Pour autant, il a tenté de forcer la main des uns et des autres de manière brutale et sans tenir compte de leurs capacités à digérer ses desiderata. Ses meilleurs « amis », le Brésil et la Colombie, ont rejeté toute aventure de nature militaire au Venezuela, pour des raisons liées au caractère incertain d’une telle hypothèse, et en raison de son coût. Les pressions économiques anti-chinoises ont trouvé leurs limites, dans la mesure où Pékin est un importateur majeur de produits primaires latino-américains, un facteur d’équilibre technologique, notamment avec Huawei[24], un investisseur et un prêteur de plus en plus important, et dans la mesure aussi où la Chine a su se rendre attractive pour aider à surmonter la crise pandémique, au point que certains, comme l’Argentine, le Nicaragua et Panama, pourraient intégrer la plateforme chinoise de la « Route de la soie »[25].

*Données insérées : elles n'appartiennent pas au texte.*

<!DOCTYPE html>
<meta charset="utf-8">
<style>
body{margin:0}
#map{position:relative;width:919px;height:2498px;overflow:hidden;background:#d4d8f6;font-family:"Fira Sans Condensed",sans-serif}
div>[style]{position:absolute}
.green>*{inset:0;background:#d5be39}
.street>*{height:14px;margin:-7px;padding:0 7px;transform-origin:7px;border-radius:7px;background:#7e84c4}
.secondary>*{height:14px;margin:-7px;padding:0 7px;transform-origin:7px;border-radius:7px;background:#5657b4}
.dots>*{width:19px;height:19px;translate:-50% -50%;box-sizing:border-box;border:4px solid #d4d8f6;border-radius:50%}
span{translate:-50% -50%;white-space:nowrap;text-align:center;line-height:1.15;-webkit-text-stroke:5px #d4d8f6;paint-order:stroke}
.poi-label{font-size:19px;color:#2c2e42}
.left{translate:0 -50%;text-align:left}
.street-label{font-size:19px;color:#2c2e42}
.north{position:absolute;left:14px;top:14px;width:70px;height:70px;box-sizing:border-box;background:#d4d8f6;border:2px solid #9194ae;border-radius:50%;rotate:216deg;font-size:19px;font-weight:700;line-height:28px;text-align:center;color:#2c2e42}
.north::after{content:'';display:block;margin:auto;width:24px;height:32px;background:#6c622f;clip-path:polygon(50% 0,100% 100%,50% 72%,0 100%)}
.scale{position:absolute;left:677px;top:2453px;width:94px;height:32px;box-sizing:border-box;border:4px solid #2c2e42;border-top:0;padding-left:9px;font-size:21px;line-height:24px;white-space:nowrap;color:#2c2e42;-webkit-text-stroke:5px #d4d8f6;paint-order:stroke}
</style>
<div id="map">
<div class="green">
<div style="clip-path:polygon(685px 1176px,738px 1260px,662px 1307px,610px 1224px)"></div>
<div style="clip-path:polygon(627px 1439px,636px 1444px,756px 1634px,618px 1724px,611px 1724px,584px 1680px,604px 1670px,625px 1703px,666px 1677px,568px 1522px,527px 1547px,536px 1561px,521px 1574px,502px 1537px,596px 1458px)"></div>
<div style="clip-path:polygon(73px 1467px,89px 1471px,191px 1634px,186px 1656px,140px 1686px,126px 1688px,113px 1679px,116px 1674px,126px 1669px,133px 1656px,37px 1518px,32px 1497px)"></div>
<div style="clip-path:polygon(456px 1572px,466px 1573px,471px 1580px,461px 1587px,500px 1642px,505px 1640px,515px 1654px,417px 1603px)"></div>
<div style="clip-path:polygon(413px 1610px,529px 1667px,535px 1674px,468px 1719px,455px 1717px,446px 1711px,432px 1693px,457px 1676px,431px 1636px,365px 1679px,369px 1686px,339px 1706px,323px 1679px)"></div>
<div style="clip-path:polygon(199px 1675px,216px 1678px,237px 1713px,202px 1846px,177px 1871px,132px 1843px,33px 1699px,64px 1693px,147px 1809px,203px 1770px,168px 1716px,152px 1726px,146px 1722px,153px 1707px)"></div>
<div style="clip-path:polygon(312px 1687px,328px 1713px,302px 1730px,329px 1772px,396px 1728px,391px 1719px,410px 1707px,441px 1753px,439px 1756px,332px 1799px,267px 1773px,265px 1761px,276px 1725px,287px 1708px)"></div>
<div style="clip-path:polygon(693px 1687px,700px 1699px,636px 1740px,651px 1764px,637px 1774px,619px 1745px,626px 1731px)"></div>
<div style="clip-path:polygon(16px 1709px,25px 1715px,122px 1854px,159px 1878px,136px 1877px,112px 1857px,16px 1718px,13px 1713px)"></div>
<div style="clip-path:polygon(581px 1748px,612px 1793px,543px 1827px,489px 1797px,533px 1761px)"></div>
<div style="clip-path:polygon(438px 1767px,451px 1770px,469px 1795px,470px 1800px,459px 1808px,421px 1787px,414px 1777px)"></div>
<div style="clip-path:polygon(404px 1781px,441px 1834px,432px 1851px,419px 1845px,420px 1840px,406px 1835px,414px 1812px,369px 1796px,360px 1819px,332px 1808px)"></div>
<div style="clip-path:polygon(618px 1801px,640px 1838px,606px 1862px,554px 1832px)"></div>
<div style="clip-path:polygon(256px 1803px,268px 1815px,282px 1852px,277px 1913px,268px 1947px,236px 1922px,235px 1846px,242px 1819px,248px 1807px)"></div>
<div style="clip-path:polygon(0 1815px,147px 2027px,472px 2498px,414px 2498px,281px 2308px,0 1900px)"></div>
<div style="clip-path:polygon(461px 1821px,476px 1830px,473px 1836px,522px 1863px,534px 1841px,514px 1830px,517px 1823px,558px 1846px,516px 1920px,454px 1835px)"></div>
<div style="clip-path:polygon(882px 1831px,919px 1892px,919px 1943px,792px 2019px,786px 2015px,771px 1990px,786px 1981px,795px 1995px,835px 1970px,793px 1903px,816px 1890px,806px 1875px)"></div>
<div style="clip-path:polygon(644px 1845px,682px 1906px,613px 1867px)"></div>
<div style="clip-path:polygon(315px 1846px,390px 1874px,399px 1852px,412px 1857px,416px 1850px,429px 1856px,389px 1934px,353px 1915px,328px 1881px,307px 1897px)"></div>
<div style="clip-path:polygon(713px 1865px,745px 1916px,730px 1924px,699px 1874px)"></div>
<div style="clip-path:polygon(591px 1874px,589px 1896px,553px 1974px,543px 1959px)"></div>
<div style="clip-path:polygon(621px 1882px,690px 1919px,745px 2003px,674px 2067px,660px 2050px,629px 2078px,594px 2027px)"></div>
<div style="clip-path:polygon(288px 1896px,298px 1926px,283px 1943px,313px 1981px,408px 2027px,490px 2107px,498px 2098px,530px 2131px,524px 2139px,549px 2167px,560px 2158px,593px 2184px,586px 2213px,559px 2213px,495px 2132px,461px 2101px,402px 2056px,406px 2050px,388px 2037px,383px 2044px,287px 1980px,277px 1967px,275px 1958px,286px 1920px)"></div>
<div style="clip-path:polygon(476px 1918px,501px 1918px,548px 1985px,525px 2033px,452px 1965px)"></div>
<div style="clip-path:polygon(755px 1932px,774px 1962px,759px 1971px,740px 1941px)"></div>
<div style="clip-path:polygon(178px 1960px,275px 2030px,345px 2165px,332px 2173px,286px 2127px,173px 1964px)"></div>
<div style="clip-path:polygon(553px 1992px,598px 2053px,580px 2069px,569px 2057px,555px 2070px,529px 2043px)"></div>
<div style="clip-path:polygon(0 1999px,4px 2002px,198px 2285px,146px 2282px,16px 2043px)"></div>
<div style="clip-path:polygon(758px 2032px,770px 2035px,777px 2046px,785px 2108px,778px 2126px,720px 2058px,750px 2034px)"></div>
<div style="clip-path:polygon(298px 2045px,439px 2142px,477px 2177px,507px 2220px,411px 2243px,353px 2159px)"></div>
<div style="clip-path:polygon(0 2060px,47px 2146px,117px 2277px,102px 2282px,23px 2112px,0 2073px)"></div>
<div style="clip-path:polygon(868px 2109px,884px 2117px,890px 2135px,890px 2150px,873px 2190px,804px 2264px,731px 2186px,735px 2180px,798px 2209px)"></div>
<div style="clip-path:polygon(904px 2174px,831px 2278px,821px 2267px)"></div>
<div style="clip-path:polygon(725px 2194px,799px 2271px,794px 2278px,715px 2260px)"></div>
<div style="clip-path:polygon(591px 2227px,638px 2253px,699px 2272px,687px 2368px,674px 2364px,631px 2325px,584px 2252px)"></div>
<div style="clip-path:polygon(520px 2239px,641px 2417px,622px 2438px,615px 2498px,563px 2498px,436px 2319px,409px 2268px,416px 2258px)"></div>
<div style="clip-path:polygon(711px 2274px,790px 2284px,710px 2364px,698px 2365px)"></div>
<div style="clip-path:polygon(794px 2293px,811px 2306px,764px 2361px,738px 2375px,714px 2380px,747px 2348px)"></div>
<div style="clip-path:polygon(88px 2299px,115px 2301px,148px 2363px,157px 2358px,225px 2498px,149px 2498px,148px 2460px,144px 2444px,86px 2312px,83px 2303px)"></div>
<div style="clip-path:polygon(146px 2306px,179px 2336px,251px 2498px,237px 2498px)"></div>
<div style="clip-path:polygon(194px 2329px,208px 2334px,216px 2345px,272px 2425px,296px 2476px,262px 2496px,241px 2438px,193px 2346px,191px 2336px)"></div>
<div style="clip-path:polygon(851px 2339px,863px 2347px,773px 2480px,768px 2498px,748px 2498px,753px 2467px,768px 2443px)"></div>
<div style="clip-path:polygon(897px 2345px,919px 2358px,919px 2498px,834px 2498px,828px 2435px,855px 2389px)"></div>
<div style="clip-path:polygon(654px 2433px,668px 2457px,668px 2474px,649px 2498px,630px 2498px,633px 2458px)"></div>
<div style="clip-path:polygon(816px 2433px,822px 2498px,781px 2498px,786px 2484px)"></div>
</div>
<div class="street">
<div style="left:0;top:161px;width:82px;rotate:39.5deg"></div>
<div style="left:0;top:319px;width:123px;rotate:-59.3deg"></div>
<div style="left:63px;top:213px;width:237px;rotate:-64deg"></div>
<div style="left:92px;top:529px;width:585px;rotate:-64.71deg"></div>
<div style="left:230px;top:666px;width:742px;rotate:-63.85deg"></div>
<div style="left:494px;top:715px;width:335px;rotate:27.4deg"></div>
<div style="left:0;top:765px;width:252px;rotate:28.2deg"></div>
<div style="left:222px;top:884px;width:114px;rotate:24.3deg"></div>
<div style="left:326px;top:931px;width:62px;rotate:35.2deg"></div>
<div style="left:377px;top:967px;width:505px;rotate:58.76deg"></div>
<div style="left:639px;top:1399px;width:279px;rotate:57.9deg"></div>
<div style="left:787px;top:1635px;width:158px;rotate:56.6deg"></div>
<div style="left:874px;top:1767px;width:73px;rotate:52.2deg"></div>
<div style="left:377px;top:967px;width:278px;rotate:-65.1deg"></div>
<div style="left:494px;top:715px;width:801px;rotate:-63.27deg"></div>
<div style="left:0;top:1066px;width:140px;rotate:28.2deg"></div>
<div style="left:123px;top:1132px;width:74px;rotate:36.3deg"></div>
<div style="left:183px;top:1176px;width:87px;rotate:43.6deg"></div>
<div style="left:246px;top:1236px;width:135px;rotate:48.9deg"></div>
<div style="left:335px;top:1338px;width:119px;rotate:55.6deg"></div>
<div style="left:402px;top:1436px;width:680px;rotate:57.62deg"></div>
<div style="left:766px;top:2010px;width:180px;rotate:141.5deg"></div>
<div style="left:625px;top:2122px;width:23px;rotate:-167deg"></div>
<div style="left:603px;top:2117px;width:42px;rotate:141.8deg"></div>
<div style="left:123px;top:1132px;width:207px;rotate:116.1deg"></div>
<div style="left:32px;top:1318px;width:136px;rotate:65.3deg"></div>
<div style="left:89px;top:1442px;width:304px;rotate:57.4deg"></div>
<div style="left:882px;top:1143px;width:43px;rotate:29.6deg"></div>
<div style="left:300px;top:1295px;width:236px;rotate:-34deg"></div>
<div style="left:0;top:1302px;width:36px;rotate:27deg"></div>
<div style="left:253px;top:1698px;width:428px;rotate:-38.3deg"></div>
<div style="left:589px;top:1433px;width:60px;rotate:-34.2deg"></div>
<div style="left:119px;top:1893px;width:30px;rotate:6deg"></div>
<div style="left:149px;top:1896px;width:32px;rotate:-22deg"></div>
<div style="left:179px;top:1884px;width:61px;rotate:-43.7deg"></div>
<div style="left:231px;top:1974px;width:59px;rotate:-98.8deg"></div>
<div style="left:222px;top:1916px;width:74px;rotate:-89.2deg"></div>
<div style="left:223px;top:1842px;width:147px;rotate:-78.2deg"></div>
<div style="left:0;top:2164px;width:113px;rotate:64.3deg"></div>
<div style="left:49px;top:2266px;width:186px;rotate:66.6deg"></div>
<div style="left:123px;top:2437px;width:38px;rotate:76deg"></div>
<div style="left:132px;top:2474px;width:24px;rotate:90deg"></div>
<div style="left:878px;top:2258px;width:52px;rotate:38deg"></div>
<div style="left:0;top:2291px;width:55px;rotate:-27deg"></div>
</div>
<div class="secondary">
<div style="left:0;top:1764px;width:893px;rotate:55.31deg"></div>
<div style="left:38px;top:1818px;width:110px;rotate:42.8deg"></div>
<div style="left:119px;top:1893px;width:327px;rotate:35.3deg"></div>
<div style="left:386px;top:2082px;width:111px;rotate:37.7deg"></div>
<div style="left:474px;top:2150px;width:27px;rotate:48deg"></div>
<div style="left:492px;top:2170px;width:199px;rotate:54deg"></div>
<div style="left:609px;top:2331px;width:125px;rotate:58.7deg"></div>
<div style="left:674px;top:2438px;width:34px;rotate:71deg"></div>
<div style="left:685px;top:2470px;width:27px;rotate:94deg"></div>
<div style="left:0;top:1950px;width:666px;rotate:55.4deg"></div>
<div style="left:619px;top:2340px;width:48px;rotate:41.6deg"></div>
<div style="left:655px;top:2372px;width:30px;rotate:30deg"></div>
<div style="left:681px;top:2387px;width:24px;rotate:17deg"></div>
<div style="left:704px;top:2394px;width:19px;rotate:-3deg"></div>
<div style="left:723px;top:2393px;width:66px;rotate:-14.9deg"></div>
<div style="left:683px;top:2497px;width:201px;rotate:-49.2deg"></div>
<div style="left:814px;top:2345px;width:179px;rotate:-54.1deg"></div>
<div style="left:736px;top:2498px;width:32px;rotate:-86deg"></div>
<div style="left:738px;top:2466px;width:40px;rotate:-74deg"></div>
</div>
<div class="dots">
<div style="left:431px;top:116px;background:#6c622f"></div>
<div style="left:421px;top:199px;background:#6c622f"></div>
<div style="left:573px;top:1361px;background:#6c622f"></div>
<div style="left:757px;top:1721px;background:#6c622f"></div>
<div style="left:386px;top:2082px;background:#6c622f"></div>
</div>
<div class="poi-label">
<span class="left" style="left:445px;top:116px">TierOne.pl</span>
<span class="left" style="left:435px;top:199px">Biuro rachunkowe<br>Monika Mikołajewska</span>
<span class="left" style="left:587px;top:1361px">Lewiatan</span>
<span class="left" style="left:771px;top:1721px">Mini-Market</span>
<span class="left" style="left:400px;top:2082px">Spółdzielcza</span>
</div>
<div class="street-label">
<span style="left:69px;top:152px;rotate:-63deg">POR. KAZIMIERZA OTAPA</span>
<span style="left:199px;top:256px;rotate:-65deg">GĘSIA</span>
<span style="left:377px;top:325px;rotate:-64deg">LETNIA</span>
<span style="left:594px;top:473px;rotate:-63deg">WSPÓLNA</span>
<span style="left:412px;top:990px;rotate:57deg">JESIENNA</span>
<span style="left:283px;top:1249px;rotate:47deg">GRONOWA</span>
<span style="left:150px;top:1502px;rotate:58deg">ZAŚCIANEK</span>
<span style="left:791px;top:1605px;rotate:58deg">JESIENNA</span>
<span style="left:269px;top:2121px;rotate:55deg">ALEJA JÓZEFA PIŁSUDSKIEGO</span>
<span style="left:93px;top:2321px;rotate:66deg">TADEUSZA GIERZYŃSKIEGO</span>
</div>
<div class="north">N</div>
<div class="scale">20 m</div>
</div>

Ce discours de la méthode, sans égards pour personne, a enfin déstabilisé les meilleurs amis des États-Unis, avant de provoquer un mouvement de distance de plus en plus marqué, notamment après les OPA réussies par Donald Trump sur les institutions panaméricaines.

Les gouvernements de droite, toujours majoritaires, s’inquiètent de ces rendez-vous impossibles avec Washington, alors que la crise multiforme du coronavirus amplifie les mécontentements sociaux. Toutes choses ayant eu des incidences électorales. Après l’Argentine et le Mexique, la Bolivie a redonné ses chances à une formule progressiste contestataire et nationale.

Ce ras-le-bol de moins en moins contrôlé est aussi celui d’une bonne partie du monde, qui a également dû affronter la diplomatie de choc initialement mise à l’essai avec le Mexique. La Chine a pu en bénéficier. L’Europe a donné l’impression de chercher elle aussi une/des alternatives de même inspiration que celles constatées ces derniers mois en Amérique latine.

Le 20 janvier 2021, le futur président des États-Unis, quel qu’il soit, va devoir gérer une région et un monde en confusion croissante. Résultat d’un tour de tweet diplomatique de moins en moins bien accepté en Amérique latine, et à sa suite par le reste du monde. Mais quel que soit le futur président des États-Unis, signale le politologue argentin Juan Gabriel Tokatlian, il assurera la défense des intérêts de son pays et sa présence en Amérique latine. Appliquant sans le savoir ce que le professeur argentin qualifie de « doctrine Troilo », inspirée d’un tango de ce célèbre chanteur (« Quelqu’un a dit un jour que j’avais quitté le quartier. Quand ? Mais quand ? Je suis toujours en train d’arriver »[26]). Washington, conclut le sociologue, « n’est pas prêt de quitter l’Amérique latine »[27].